James Walton

Somewhere between eye-opening and jaw-dropping: Sky’s Hawking – Can You Hear Me? reviewed

Plus: as reboots go, the return of Never Mind the Buzzcocks on Sky Max isn’t a radical one — more the TV equivalent of a tribute act

Before survival and physics took over: Stephen Hawking holding his son Robert as a baby. Credit: © Jane Hawking 
issue 25 September 2021

It is, of course, not unknown for a man to become famous with the support of his family — and, once he has, to prefer global adulation to being with them, before leaving his wife for a younger woman. What’s rather less common is when the man in question is almost completely paralysed.

This was the story told by Hawking: Can You Hear Me? and, in advance, it might have sounded an over-familiar one. After all, not only was Stephen Hawking one of the few physicists to become a tabloid staple, but he was also played to Oscar-winning effect by Eddie Redmayne in The Theory of Everything. As it transpired, though, the programme proved somewhere between eye-opening and jaw-dropping. Hawking’s family talked about him with such frankness that it sometimes felt as if the director, Oliver Twinch, had slipped them all a truth drug rather than, more prosaically, spending five years building up their justified trust.

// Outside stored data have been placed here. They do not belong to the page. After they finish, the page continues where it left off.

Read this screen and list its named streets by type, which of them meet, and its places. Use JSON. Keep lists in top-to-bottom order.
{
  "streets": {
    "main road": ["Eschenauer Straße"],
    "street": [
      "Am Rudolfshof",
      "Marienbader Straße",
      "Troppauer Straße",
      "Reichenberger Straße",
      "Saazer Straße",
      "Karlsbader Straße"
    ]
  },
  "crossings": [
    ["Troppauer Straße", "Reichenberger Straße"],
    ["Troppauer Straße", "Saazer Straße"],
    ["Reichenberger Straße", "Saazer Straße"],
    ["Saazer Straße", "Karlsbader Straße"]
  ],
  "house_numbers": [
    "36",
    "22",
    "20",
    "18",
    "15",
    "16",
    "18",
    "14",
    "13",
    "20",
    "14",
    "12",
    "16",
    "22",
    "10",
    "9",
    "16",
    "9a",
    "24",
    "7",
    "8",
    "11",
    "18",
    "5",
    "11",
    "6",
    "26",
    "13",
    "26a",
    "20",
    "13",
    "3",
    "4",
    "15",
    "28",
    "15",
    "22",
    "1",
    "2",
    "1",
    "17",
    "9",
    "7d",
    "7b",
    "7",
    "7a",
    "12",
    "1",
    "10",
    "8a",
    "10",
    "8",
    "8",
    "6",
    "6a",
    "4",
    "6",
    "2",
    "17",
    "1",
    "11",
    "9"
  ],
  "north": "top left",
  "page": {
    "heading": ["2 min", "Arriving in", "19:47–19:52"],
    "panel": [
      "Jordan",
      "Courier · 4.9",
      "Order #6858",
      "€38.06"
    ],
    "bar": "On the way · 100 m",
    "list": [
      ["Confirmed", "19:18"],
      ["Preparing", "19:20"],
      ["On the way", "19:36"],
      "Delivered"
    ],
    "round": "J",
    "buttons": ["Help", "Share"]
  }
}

Leading the way in the candour stakes was Hawking’s first wife Jane, who limbered up by recalling that they’d spent their honeymoon at a science conference. ‘It was almost as if everything had to be sacrificed to the goddess of physics,’ she told us, with an unmistakably ironic emphasis on the ‘almost’. She also made it pretty clear that she’d married him, when both were in their early twenties, firmly expecting his recent diagnosis to be accurate: motor neurone disease would kill him within a couple of years. (In the event, he lasted for 53.)

The way the family told it, Hawking either used them as stage props or neglected them entirely

Not that this cut much ice with Hawking’s equally formidable sister Mary. ‘My family had considerable reservations,’ she explained. ‘From the outside, Jane’s decision was unwise.’ That the couple went on to have children, she added drily, was ‘a surprise’.